Fri 22 Jun 2007
A “bhodroloke” revolution is said to have taken place in Bangladesh. At least that is how it was being advertised to foreign audiences, as Jyoti reports, by the Foreign Affairs advisor speaking at Australian National University last week.
While what happened on 1/11 is a lot more complicated than the simplified picture put forward by the Foreign Advisor, that simple picture by itself is highly important. In politics, as in marketing, “packaging” and “image” matter. What is so worrying about the “bhodroloke” ideological package?
Dr. Chowdhury’s highlighted how the “bhodrolokes” were seen as a high-achieving, benign elite who brought welcome innovations and reforms to Bengal. However, it is also true that they were simultaneously perceived as beneficiaries of colonialism, a much despised enterprise precisely because of its exclusion, racism and dehumanization of the majority. Indeed these evils of colonialism are highlighted in the schools of Bangladesh, thus raising serious questions about the effectiveness of the Advisor’s choice of “packaging”.
Such ideological packaging inevitably leads to resistance from those who take it seriously (a handful definitely will). Charges of neo-colonialism, of elitism and cultural inauthenticity will no doubt be leveled. What’s worse, opposing forces will not need to prove to the populace the worth of their policies. Rather they will simply have to prove that they themselves are not an “elite” or that they are “culturally authentic”.

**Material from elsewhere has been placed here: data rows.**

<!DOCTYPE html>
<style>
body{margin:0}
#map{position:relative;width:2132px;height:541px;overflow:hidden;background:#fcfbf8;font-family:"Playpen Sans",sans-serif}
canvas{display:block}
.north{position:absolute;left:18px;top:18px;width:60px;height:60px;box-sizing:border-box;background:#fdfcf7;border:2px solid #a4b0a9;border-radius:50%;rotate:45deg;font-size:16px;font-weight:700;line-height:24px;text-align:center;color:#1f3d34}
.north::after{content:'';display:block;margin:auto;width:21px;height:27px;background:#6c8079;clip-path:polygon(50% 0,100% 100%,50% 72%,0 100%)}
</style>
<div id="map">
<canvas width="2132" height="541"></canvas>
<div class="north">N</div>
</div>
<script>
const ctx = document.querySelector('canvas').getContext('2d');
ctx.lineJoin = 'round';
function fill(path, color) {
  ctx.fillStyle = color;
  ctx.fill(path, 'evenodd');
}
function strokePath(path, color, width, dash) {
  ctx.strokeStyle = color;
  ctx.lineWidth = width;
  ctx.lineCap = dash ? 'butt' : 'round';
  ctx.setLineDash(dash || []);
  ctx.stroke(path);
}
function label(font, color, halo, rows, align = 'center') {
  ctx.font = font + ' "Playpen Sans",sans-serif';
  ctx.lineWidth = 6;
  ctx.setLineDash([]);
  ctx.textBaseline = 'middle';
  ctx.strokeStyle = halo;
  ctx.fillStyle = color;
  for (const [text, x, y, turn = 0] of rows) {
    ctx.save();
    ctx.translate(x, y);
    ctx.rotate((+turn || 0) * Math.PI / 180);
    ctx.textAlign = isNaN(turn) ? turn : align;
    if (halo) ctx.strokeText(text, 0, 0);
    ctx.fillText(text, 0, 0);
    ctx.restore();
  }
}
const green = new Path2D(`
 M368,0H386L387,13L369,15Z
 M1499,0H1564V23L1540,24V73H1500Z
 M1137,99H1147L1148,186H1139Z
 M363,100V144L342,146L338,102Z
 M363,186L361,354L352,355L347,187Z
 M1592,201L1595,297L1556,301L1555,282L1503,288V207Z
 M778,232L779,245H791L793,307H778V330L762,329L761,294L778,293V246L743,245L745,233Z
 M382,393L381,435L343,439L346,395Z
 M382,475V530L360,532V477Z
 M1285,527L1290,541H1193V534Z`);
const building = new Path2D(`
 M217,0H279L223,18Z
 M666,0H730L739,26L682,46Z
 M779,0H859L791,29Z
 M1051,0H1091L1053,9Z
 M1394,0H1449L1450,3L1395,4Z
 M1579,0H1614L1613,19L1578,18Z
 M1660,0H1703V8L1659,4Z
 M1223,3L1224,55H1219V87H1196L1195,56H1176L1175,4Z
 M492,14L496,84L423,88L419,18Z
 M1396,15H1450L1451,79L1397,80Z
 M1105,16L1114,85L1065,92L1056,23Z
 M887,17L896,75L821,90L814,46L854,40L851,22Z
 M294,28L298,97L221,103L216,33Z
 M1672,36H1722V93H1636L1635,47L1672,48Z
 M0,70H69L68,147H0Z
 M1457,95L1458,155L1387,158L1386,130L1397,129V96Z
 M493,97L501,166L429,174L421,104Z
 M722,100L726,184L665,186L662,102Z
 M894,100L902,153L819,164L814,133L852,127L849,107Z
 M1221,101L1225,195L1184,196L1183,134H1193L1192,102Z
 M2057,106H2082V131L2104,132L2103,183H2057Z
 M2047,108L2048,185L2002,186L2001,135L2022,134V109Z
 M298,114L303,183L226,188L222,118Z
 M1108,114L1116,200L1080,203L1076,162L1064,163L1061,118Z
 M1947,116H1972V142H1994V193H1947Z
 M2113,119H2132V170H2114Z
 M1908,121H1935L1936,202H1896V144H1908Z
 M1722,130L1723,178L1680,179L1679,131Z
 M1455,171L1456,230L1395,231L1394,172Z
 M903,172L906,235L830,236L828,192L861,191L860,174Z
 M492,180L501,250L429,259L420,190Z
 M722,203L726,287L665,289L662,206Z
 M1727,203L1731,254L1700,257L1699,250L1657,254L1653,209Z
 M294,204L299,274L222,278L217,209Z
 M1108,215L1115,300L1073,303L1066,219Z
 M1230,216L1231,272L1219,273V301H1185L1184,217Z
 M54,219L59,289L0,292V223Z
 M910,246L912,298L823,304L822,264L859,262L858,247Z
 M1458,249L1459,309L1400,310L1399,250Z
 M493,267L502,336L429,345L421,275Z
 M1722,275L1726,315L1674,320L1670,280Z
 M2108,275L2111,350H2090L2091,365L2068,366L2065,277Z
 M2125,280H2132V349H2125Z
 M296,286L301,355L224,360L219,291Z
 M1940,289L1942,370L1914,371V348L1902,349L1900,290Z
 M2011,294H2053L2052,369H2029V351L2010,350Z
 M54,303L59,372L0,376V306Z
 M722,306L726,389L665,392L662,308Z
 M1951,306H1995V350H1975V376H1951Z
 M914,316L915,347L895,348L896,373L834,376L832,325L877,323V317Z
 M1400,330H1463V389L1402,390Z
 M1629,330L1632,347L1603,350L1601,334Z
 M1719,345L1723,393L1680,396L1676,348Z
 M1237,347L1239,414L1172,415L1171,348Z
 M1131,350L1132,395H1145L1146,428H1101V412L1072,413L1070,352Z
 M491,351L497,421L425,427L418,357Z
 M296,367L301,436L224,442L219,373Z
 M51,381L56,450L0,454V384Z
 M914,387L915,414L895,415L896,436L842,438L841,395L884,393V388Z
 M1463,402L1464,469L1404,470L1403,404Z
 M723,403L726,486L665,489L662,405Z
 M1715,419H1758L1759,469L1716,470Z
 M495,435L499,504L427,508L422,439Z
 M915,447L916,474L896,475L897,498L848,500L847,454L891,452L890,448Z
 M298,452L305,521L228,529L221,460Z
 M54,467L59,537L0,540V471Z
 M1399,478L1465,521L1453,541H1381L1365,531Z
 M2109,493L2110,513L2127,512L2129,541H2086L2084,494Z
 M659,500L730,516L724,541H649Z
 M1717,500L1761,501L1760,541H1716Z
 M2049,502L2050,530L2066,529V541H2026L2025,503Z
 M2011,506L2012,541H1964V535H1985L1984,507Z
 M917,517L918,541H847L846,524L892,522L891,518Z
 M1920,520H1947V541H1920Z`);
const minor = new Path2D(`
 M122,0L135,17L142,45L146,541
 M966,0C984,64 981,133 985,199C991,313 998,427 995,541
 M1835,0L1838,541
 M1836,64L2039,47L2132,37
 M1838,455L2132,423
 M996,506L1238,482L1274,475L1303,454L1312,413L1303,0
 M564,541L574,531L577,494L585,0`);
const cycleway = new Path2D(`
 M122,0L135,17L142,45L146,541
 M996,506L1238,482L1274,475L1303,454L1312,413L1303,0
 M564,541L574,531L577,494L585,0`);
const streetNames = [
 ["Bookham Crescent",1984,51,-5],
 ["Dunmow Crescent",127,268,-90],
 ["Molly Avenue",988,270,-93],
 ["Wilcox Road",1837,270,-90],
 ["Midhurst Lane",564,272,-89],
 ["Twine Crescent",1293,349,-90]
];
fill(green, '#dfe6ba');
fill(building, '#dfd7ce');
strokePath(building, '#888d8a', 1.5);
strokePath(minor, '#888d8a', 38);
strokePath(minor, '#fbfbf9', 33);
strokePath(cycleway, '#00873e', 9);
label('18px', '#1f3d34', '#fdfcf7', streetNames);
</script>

What form might this resistance take? “Nationalists” questioning the CTG’s loyalties to the nation, populists will questioning its “popular mandate”, Marxists questioning their linkage to the “international capitalist system” and religion-based politicians questioning their “cultural authenticity”. In other words, the packaging has made the CTG an easy target for all, with justifications easily found in the historical memory of the Bangladeshi nation. It is thus highly ironic that the Advisor delved back into our history for an analogy.
One hopes that Advisors and others within the CTG do not take this seriously, that is only ideological wrapping or rhetoric. If they do, they should seriously have a re-think. Elitist politics of the top-down variety does not simply lead to bad policies. More importantly, it could lead to populist backlashes that produce equally bad - if not worse - policies since succeeding regimes have popular mandates but few institutions where the information flows from the bottom to the top. That is, we feel, a good description of the kind of regimes we had for the last 15 years.
Our advice would be to go to the people. Not appealing to the people is the mistake made by numerous other bhodrolokes, some with very good intentions such as Drs. Kamal Hossain and Muhammad Yunus. Yes someone always has to lead. But people must be led as people, not herded like sheep.
June 23rd, 2007 at 12:25 pm
A very realistic and dispassionate depiction of the dilemmas our society is currently facing.
June 24th, 2007 at 4:39 pm
This is a very nice & realstic article
June 25th, 2007 at 6:18 am
The so-called ‘bhadrolok’/elite/educated class of Bangladesh has earned the notoriety of being called ‘intellectual criminals’, and they have been so much immersed in corruption that it is natural for the masses to get scared at the prospect of well-educated people in the saddle in not-so-distant future. Still, fortunately, there are ‘bhadrolok’ who - though relatively less high profile and less known due to the vicious environment - are strong enough to make a dent in the rent-seeking socio-political culture of the hapless nation, given a near-level playing field.